In the listing below, count the lines containing the string "played" and state only the number.

____ Records supplied

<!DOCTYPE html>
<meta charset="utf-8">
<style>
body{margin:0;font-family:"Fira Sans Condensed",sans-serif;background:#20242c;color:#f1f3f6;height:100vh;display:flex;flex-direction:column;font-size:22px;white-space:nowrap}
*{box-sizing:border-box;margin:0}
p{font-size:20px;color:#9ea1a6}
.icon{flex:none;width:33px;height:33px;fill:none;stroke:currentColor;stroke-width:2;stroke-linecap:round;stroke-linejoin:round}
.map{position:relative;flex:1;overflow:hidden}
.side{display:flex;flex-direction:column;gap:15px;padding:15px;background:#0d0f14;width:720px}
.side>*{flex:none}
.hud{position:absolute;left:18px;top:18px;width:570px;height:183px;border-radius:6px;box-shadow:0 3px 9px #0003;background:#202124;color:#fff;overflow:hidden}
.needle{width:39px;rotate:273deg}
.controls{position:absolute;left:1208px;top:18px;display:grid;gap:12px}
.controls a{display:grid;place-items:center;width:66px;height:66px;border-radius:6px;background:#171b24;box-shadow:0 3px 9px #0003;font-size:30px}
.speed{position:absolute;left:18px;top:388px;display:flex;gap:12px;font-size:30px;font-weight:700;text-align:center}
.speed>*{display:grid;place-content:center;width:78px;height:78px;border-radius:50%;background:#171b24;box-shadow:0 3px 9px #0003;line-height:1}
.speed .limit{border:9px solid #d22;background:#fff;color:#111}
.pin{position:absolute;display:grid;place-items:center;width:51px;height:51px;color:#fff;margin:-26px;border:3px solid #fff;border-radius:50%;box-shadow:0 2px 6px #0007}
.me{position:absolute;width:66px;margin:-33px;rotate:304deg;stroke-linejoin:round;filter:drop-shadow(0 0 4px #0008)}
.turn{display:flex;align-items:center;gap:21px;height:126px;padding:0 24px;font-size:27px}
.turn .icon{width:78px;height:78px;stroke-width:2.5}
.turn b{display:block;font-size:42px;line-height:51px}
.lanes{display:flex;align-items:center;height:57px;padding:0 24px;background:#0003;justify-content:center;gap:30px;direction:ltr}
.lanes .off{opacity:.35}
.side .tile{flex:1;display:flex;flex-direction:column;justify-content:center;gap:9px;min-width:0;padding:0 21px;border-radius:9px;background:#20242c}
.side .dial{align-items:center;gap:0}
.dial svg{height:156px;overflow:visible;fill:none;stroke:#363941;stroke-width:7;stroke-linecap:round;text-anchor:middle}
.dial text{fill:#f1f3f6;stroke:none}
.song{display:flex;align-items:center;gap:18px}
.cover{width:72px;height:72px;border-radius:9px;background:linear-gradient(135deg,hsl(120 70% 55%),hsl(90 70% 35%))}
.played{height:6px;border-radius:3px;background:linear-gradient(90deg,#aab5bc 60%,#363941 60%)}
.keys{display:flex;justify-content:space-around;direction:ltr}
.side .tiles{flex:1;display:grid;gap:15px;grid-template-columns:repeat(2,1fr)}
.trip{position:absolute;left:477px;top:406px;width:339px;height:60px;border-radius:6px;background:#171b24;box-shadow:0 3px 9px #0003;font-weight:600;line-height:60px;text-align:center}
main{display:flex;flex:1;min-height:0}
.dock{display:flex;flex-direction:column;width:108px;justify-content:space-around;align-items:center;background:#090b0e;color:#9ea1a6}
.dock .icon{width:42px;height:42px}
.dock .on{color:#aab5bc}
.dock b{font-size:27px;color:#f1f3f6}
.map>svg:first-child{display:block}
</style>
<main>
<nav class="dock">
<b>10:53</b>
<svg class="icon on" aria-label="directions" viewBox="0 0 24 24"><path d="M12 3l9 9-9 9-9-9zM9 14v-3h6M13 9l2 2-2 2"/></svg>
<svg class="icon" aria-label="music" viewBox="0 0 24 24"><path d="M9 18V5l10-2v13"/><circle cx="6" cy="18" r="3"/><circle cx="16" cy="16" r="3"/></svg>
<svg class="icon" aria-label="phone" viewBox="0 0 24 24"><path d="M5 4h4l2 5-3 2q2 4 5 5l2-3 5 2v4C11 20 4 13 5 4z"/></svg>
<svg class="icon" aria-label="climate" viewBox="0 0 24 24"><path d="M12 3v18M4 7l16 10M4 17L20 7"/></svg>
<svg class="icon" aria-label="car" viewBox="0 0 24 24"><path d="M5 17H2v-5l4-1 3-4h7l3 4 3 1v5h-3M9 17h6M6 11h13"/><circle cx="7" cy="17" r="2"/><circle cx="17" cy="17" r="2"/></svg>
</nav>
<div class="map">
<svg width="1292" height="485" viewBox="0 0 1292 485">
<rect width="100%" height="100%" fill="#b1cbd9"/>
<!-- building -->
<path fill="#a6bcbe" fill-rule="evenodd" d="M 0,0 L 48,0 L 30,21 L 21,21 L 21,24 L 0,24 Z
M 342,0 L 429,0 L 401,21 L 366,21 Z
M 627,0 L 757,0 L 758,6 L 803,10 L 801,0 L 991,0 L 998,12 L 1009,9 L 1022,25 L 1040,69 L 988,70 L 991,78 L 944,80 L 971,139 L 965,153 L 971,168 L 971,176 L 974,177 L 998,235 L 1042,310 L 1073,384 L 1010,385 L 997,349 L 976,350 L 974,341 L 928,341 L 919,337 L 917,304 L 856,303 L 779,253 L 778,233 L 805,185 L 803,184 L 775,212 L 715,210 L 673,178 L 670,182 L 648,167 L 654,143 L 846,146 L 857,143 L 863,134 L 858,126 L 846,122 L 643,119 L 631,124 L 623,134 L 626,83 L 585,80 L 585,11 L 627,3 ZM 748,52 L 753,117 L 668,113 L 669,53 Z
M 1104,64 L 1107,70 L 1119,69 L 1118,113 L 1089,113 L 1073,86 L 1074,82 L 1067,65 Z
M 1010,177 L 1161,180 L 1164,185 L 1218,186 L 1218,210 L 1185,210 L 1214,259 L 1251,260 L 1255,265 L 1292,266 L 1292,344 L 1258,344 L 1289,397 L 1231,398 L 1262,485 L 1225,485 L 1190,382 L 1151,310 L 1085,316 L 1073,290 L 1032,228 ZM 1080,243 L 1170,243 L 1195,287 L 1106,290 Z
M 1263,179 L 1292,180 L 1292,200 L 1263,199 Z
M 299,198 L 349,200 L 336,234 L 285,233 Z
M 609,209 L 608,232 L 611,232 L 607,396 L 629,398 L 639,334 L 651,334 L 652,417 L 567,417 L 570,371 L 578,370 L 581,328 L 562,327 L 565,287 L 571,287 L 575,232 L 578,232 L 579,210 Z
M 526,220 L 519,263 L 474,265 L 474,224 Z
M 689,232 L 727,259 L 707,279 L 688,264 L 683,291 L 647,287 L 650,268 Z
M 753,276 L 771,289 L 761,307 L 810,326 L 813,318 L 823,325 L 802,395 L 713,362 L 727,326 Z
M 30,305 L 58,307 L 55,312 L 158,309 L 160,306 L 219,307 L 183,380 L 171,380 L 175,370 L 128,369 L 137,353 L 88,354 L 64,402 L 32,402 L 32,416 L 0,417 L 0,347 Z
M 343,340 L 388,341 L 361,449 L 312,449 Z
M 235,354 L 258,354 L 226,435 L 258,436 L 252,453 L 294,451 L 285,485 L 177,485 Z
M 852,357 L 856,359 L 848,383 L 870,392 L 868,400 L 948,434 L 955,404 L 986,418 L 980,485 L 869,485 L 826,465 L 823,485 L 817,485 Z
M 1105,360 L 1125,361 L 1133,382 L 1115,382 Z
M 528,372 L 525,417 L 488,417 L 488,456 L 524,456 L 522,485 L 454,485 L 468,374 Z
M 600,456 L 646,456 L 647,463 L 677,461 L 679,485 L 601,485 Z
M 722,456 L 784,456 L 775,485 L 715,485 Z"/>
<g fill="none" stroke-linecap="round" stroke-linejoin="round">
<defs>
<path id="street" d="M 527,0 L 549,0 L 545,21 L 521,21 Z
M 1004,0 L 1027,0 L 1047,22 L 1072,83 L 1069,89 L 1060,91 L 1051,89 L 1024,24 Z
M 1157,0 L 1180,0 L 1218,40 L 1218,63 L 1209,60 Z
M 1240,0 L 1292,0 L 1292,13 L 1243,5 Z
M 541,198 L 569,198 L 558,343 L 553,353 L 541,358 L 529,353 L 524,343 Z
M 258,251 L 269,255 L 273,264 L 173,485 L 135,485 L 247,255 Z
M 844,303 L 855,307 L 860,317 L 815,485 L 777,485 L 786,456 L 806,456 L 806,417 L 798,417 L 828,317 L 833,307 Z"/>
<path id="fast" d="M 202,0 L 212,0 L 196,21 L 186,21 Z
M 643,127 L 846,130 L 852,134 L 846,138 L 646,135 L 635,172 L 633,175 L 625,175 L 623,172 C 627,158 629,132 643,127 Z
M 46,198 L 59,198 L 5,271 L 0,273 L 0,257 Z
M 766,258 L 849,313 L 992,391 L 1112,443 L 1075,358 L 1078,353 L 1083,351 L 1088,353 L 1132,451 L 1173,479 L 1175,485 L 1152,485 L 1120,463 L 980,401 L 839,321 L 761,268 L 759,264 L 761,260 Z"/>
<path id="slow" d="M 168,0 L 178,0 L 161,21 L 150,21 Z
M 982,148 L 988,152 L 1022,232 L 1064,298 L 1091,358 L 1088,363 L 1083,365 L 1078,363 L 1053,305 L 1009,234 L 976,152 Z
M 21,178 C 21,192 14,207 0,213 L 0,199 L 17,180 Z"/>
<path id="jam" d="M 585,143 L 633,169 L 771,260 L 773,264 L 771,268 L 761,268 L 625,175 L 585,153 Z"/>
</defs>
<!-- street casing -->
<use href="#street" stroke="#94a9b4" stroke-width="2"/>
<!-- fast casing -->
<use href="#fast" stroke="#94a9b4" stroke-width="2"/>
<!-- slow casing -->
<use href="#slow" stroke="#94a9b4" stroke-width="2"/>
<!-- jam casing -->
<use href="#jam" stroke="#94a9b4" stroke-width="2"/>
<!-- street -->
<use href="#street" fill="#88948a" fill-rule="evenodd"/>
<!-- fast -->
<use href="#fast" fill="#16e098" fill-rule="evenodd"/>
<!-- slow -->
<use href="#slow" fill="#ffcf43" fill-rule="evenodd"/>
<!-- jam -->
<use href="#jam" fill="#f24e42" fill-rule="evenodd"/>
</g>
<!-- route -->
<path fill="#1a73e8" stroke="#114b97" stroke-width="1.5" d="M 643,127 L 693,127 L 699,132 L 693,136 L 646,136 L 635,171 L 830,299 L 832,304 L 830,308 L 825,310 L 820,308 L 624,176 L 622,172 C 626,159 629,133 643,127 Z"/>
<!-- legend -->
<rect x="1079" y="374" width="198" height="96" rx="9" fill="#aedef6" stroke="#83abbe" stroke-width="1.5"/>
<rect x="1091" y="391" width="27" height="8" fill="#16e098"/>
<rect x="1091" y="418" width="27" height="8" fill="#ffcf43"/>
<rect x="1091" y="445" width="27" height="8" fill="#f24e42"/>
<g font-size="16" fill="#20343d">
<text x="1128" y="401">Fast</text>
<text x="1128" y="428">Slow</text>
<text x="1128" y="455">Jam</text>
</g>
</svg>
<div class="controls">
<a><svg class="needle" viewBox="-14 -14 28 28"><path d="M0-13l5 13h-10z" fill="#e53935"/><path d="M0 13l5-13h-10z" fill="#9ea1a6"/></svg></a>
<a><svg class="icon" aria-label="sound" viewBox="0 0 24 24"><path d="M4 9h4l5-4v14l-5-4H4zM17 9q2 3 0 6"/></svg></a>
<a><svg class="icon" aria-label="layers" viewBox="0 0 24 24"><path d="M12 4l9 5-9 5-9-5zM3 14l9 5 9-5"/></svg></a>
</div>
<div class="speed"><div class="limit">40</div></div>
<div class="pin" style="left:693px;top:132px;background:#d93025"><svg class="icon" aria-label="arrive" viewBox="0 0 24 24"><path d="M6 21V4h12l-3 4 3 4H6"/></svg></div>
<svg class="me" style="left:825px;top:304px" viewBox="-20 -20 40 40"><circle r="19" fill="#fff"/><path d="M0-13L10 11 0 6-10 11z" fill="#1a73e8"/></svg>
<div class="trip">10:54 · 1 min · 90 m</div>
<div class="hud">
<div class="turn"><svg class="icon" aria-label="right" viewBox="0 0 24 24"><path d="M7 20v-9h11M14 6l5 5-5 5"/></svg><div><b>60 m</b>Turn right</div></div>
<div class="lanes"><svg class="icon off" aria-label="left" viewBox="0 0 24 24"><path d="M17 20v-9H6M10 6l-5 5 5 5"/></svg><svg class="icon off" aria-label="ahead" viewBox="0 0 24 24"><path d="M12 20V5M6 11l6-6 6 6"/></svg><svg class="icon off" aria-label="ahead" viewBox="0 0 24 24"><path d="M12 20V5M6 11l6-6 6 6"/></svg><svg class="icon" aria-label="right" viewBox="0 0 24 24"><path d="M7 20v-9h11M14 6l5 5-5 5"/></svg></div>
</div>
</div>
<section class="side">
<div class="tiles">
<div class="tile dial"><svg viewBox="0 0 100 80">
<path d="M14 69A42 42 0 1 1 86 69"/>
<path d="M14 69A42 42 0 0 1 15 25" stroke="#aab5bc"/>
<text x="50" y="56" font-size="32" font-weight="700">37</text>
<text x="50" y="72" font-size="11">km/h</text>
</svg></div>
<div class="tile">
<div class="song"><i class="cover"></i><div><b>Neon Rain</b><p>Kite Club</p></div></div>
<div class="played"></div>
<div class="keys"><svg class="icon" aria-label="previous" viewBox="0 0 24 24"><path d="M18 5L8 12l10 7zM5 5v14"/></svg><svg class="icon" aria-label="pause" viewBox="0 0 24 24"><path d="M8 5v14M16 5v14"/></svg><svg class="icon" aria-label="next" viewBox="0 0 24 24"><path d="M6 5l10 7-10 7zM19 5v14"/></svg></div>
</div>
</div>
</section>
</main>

________

*Completed task*
2